**YOUR GOAL**
Search term "data": please show all lines in the listing that contain it.
(Beginning of SUPPLIED RECORDS)
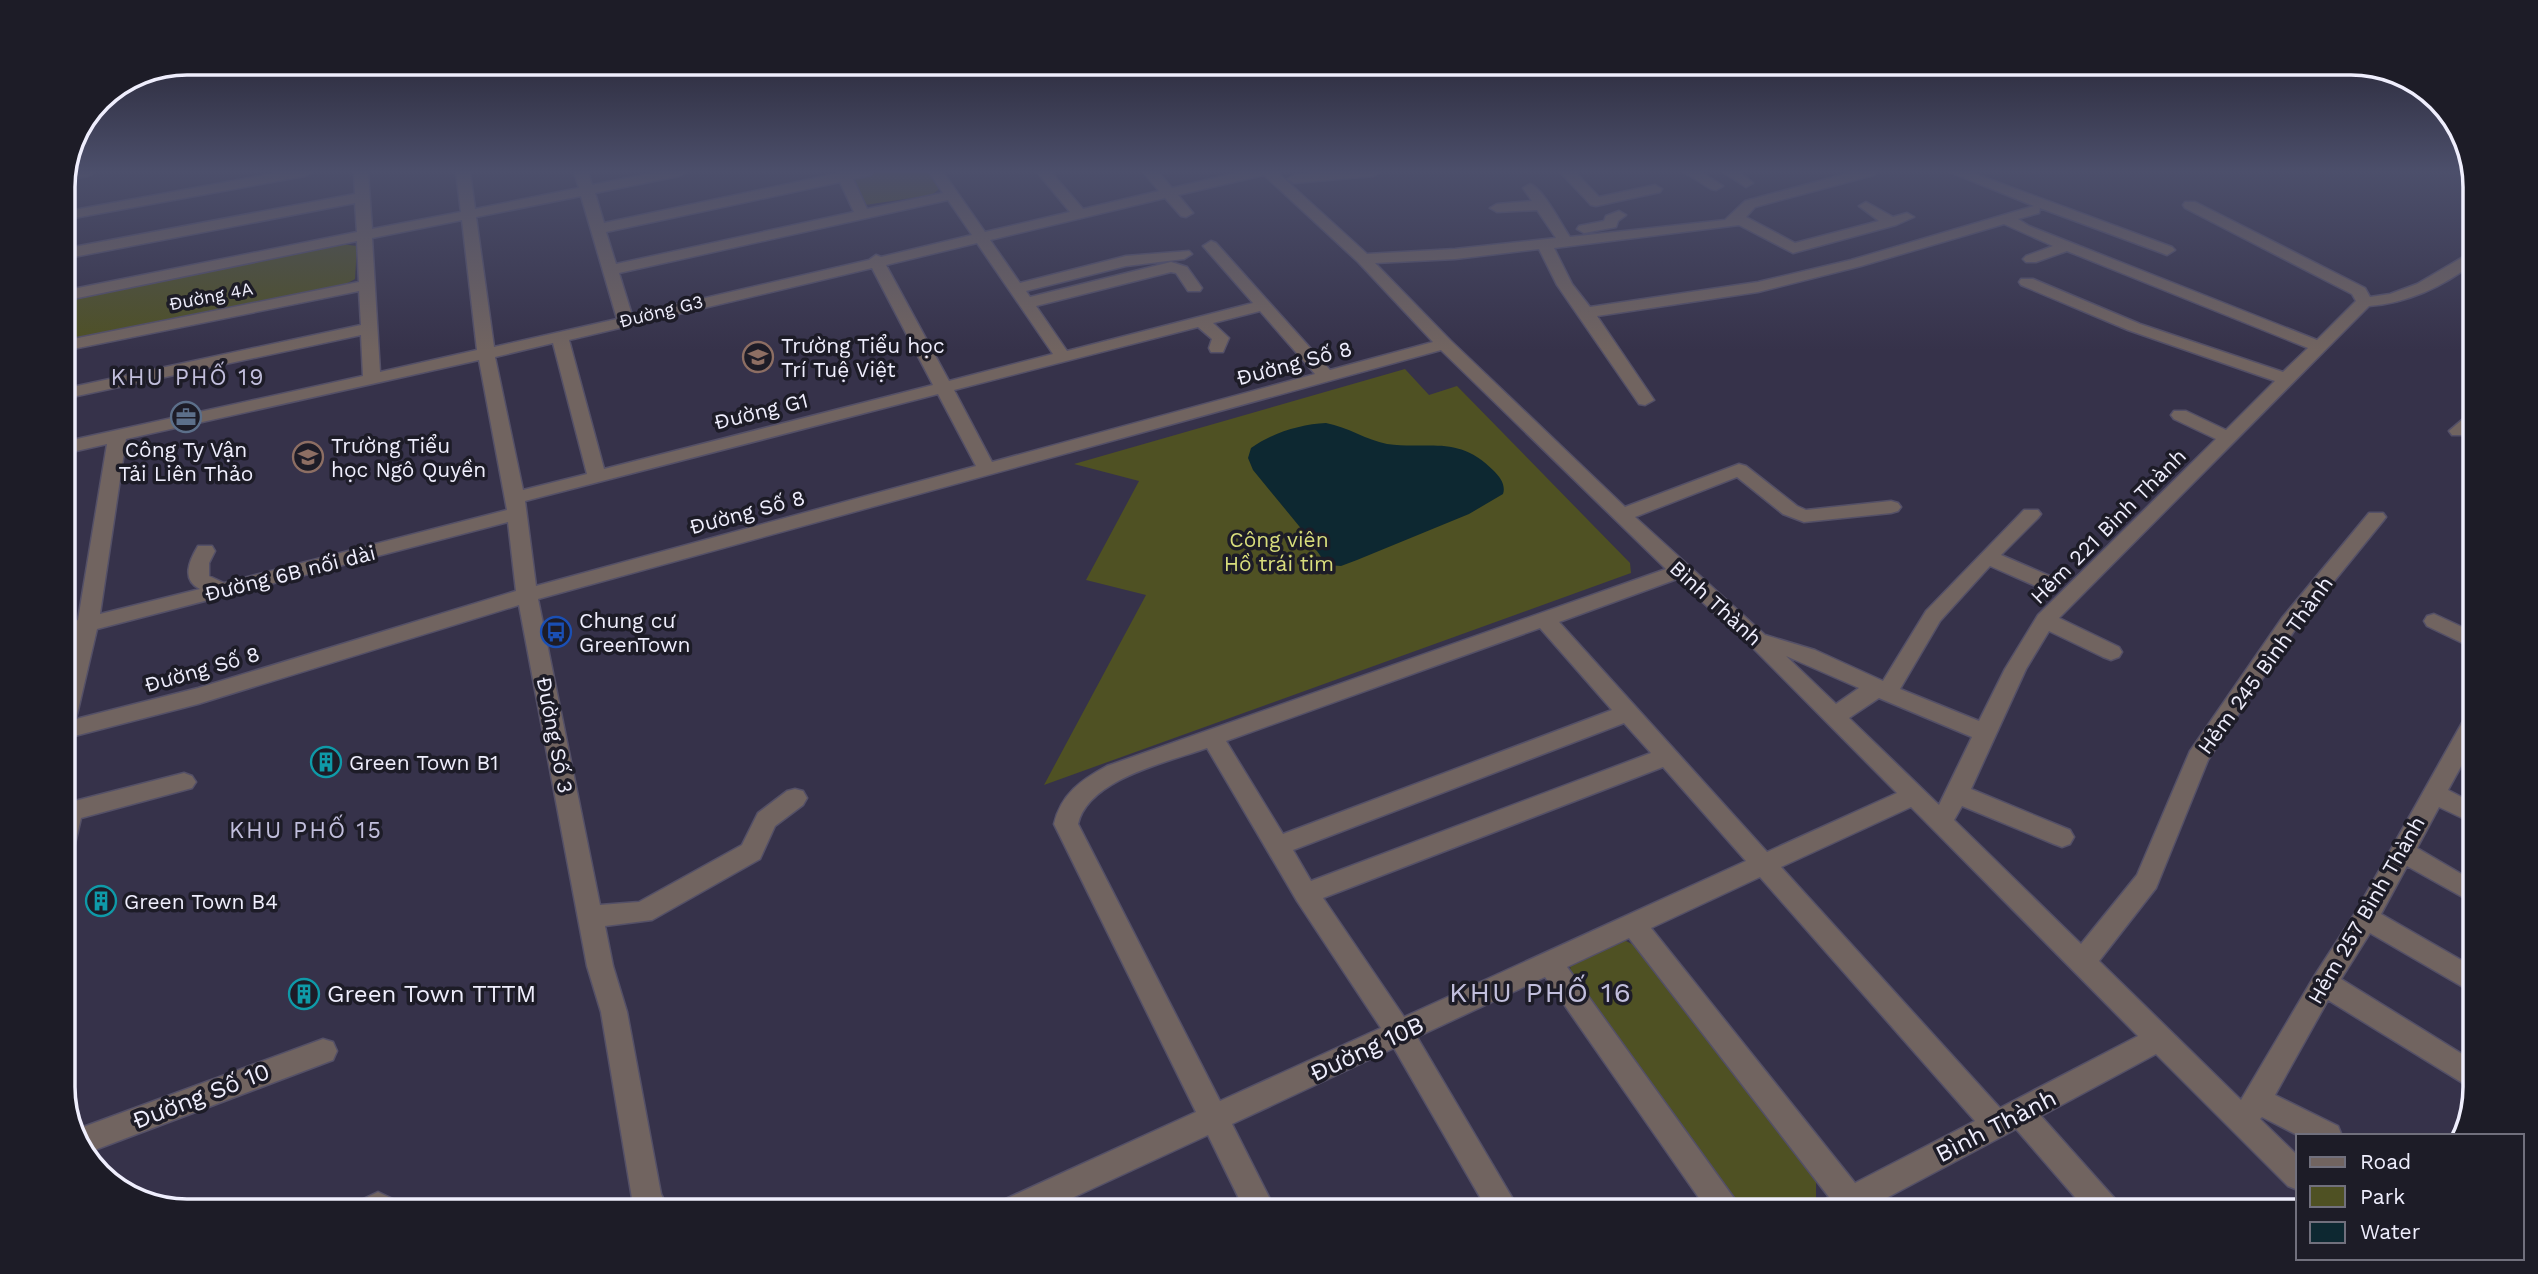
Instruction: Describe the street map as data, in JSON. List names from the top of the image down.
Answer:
(End of SUPPLIED RECORDS)
(Beginning of SUPPLIED RECORDS)
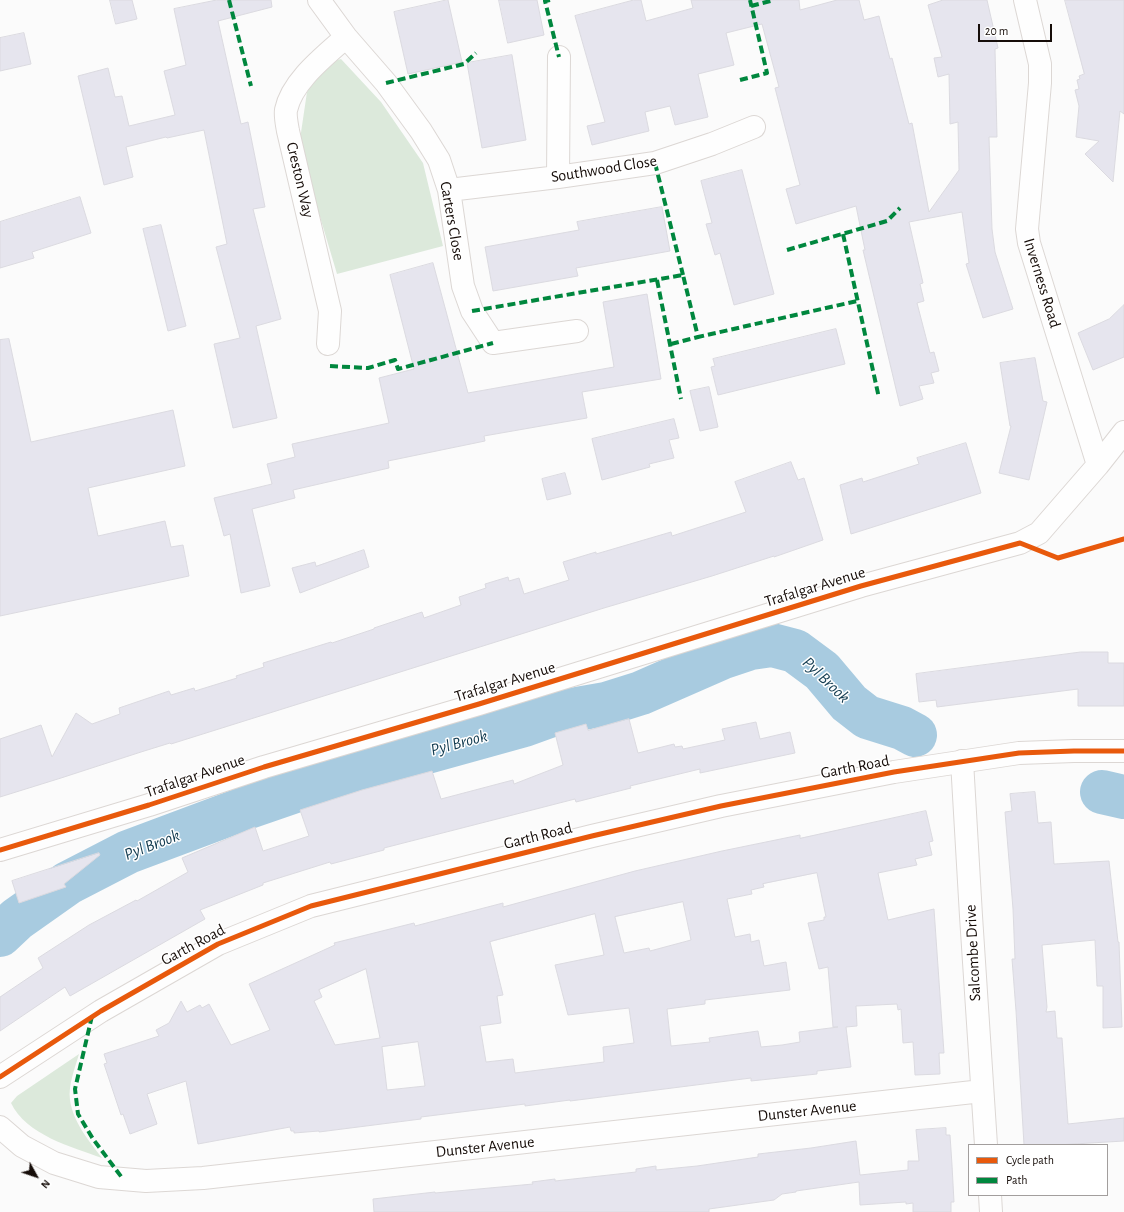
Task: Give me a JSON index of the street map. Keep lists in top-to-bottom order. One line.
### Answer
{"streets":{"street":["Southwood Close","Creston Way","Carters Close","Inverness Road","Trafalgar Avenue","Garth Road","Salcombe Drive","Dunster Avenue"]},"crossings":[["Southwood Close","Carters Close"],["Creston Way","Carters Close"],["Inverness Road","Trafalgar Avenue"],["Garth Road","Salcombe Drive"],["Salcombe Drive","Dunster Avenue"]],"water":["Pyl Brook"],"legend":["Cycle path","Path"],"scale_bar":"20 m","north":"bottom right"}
(End of SUPPLIED RECORDS)
(Beginning of SUPPLIED RECORDS)
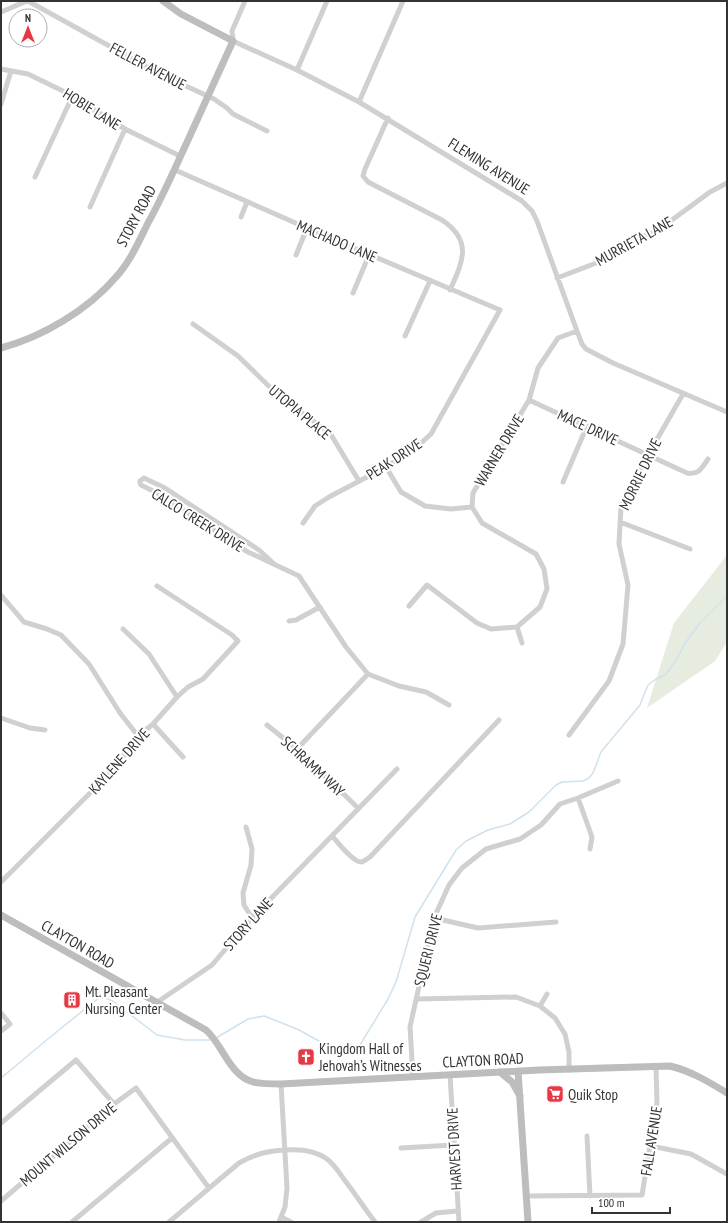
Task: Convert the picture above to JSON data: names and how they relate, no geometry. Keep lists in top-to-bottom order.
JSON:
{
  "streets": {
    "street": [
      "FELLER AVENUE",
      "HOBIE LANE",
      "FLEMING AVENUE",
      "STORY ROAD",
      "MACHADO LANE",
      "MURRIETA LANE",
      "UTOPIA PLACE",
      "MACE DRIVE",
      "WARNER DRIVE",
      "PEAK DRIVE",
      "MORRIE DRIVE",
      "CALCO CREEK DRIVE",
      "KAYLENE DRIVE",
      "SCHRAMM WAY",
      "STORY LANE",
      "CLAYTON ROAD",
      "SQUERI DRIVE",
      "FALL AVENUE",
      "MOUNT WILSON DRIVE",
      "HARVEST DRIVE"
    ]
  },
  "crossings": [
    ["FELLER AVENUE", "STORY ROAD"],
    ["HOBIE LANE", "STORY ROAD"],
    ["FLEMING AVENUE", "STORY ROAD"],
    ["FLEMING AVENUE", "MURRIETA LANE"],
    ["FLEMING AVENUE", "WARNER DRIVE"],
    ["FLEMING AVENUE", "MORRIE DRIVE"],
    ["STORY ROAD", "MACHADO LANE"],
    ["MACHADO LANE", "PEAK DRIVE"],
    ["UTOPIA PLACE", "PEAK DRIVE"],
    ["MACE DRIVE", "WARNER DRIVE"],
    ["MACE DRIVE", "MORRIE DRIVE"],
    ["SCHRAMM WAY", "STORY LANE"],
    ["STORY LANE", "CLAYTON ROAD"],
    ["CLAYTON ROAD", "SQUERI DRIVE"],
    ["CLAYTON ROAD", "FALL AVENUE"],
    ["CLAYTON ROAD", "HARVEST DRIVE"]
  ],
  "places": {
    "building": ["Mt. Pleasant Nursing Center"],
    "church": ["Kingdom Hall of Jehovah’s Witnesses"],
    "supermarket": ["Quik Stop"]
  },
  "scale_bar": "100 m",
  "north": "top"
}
(End of SUPPLIED RECORDS)
**WRITTEN RESPONSE**
Instruction: Describe the street map as data, in JSON. List names from the top of the image down.
Task: Convert the picture above to JSON data: names and how they relate, no geometry. Keep lists in top-to-bottom order.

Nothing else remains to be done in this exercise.